1. Ok, now I got it. It works only for tuple fields, and is totally disabled
for other values. Or not? See other comments.

>> 7. All these manual assignments of field_type are broken by design.
>> When you have to update field_type after each operation manually,
>> you will miss some places for sure. For example:
>>
>> tarantool> box.execute('CREATE TABLE test (id INTEGER PRIMARY KEY, a INTEGER, b INTEGER)')
>> ---
>> - row_count: 1
>> ...
>>
>> tarantool> box.execute('INSERT INTO test VALUES (1, NULL, NULL)')
>> ---
>> - row_count: 1
>> ...
>>
>> tarantool> box.execute('SELECT typeof(a & b) FROM test')
>> ---
>> - metadata:
>>  - name: typeof(a & b)
>>    type: string
>>  rows:
>>  - ['null']
>> ...
>>
>> tarantool> box.execute('SELECT typeof(a), typeof(b), typeof(a & b) FROM test')
>> ---
>> - metadata:
>>  - name: typeof(a)
>>    type: string
>>  - name: typeof(b)
>>    type: string
>>  - name: typeof(a & b)
>>    type: string
>>  rows:
>>  - ['integer', 'integer', 'integer']
>> ...
>>
>>
>> Here in the last two queries 'typeof(a & b)' result *depends* on
>> other columns in result set. But it should be integer always, shouldn't
>> it?
> 
> Yep, it should, I’ve fixed that:
> 
> diff --git a/src/box/sql/vdbe.c b/src/box/sql/vdbe.c
> index b3b230ad0..f6eab8a0e 100644
> --- a/src/box/sql/vdbe.c
> +++ b/src/box/sql/vdbe.c
> @@ -1842,6 +1842,8 @@ case OP_ShiftRight: {           /* same as TK_RSHIFT, in1, in2, out3 */
>         pOut = &aMem[pOp->p3];
>         if ((pIn1->flags | pIn2->flags) & MEM_Null) {
>                 sqlVdbeMemSetNull(pOut);
> +               /* Force NULL be of type INTEGER. */
> +               pOut->field_type = FIELD_TYPE_INTEGER;
>                 break;
>         }
>         bool unused;
> @@ -2477,6 +2479,8 @@ case OP_BitNot: {             /* same as TK_BITNOT, in1, out2 */
>         pIn1 = &aMem[pOp->p1];
>         pOut = &aMem[pOp->p2];
>         sqlVdbeMemSetNull(pOut);
> +       /* Force NULL be of type INTEGER. */
> +       pOut->field_type = FIELD_TYPE_INTEGER;
2.

tarantool> box.execute('SELECT typeof(~NULL)')
---
- metadata:
  - name: typeof(~NULL)
    type: string
  rows:
  - ['integer']
...

But it is not integer, as I think. I didn't select NULL from
an integer column. Here NULL was of type 'boolean'. And the
result should be 'boolean' too, because it is just NULL, not
a column NULL. The same about other bit operations.

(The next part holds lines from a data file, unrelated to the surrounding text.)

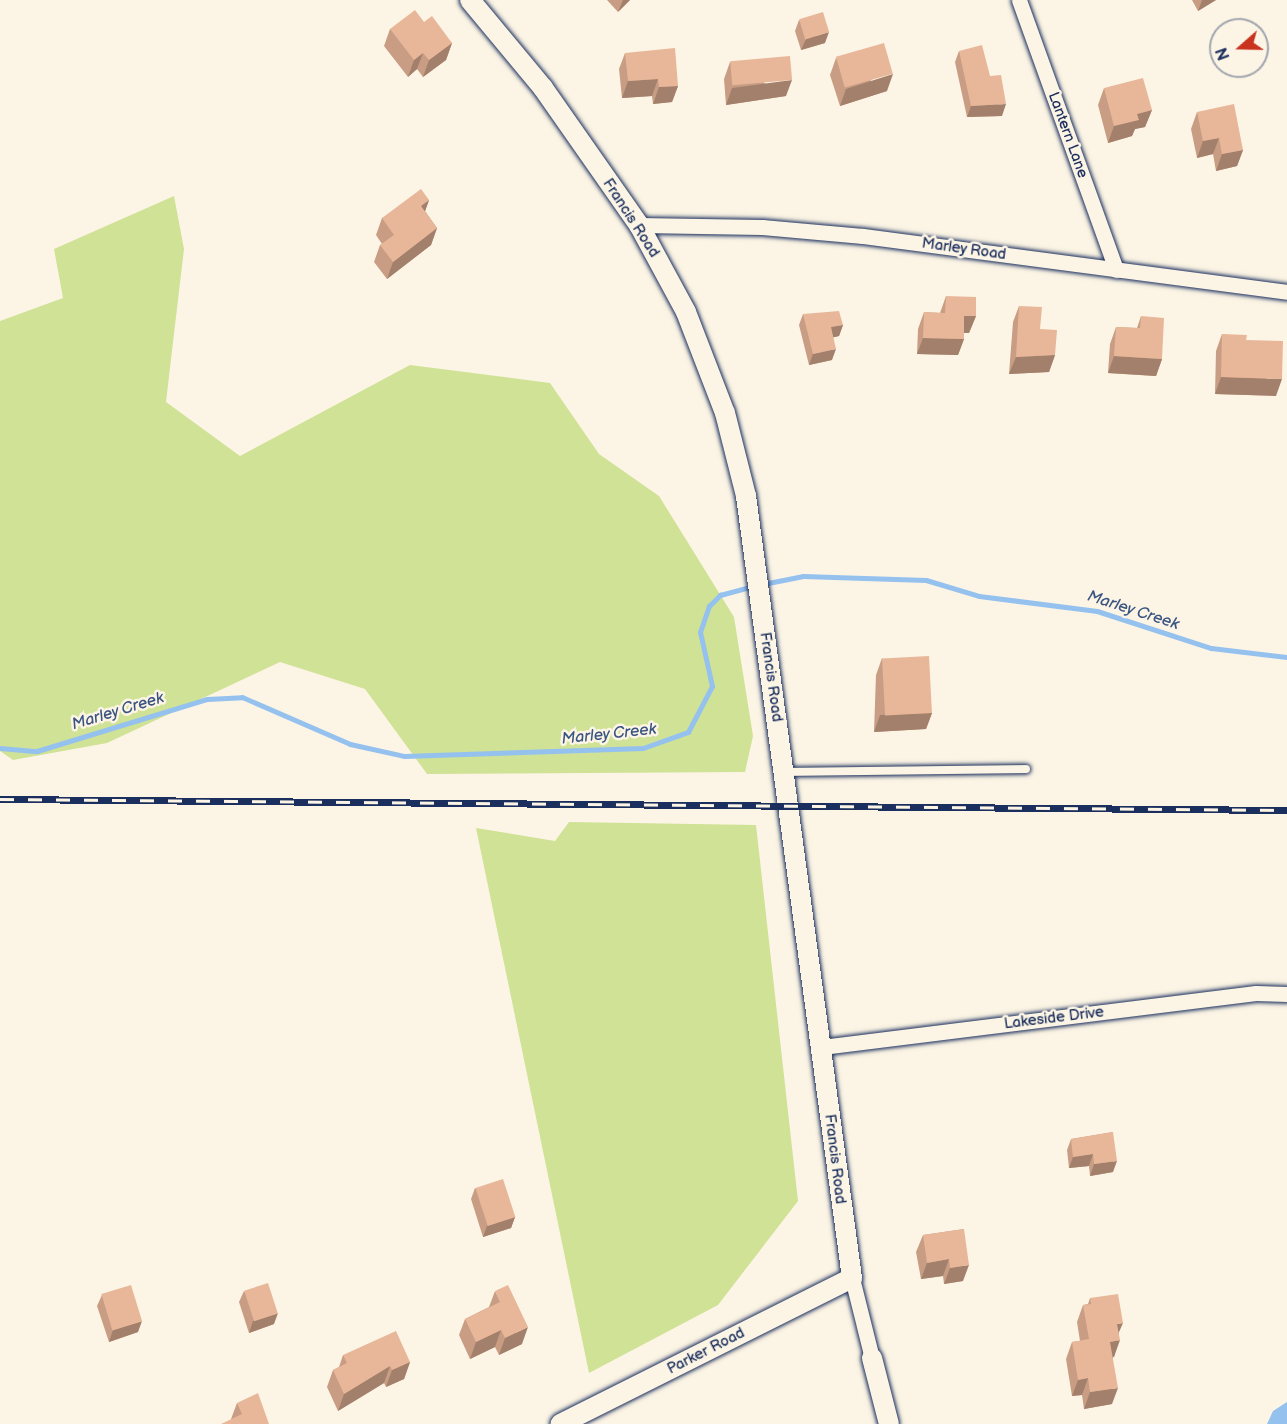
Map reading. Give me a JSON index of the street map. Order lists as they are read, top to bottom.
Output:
{
  "streets": {
    "street": [
      "Lantern Lane",
      "Francis Road",
      "Marley Road",
      "Lakeside Drive",
      "Parker Road"
    ]
  },
  "crossings": [
    ["Lantern Lane", "Marley Road"],
    ["Francis Road", "Marley Road"],
    ["Francis Road", "Lakeside Drive"],
    ["Francis Road", "Parker Road"]
  ],
  "water": ["Marley Creek"],
  "north": "left"
}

And the same about strings:

tarantool> box.execute("SELECT typeof(NULL || NULL)")
---
- metadata:
  - name: typeof(NULL || NULL)
    type: string
  rows:
  - ['string']
...

Here NULLs were of type 'boolean', but output shows 'string'.

>         if ((pIn1->flags & MEM_Null)==0) {
>                 int64_t i;
>                 bool is_neg;
> diff --git a/test/sql/types.test.lua b/test/sql/types.test.lua
> index 489a5a91c..8a509da96 100644
> --- a/test/sql/types.test.lua
> +++ b/test/sql/types.test.lua
> @@ -407,6 +407,12 @@ box.execute("CREATE TABLE t (id INT PRIMARY KEY, a INT, s SCALAR);")
>  box.execute("INSERT INTO t VALUES (1, 1, 1), (2, NULL, NULL);")
>  box.execute("SELECT typeof(a), typeof(s) FROM t;")
>  
> +box.execute('CREATE TABLE t1 (id INTEGER PRIMARY KEY, a INTEGER, b INTEGER)')
> +box.execute('INSERT INTO t1 VALUES (1, NULL, NULL);')
> +box.execute('SELECT typeof(a & b) FROM t1;')
> +box.execute('SELECT typeof(a), typeof(b), typeof(a & b) FROM t1')
> +
>  box.execute("SELECT typeof(CAST(0 AS UNSIGNED));")
>  
>  box.space.T:drop()
> +box.space.T1:drop()
> 
>> The same about all other places, where you call mem_set_* and don't
>> update field_type.
> 
> It’s okay, since updating current value in memory cell doesn’t
> imply that field type should be updated as well. In most scenarios
> before setting new value to memory cell, we provide clean-up
> via memAboutToChange(), which in turn invalidates field type.

3. memAboutToChange is no-op in Release build, so it does not invalidate
anything in that mode. It means, that field_type now can be a garbage
from a previous value, if the memory cell was reused to assign something
new.

>> I propose you to redesign how to update field_type, so as it would
>> be hard to forget to update it.
>>
>> For instance, add a field_type argument to sqlVdbeMemSetNull() to never
>> miss to set a real type for a NULL value. Make mem_set_int update field_type
>> depending on the positivity flag. Make mem_set_u64 always set field_type
>> UNSIGNED. Make sqlVdbeMemCast always set field_type to the target type.
> 
> I’ve tried to refactor patch this way, but in most cases sqlVdbeMemSetNull()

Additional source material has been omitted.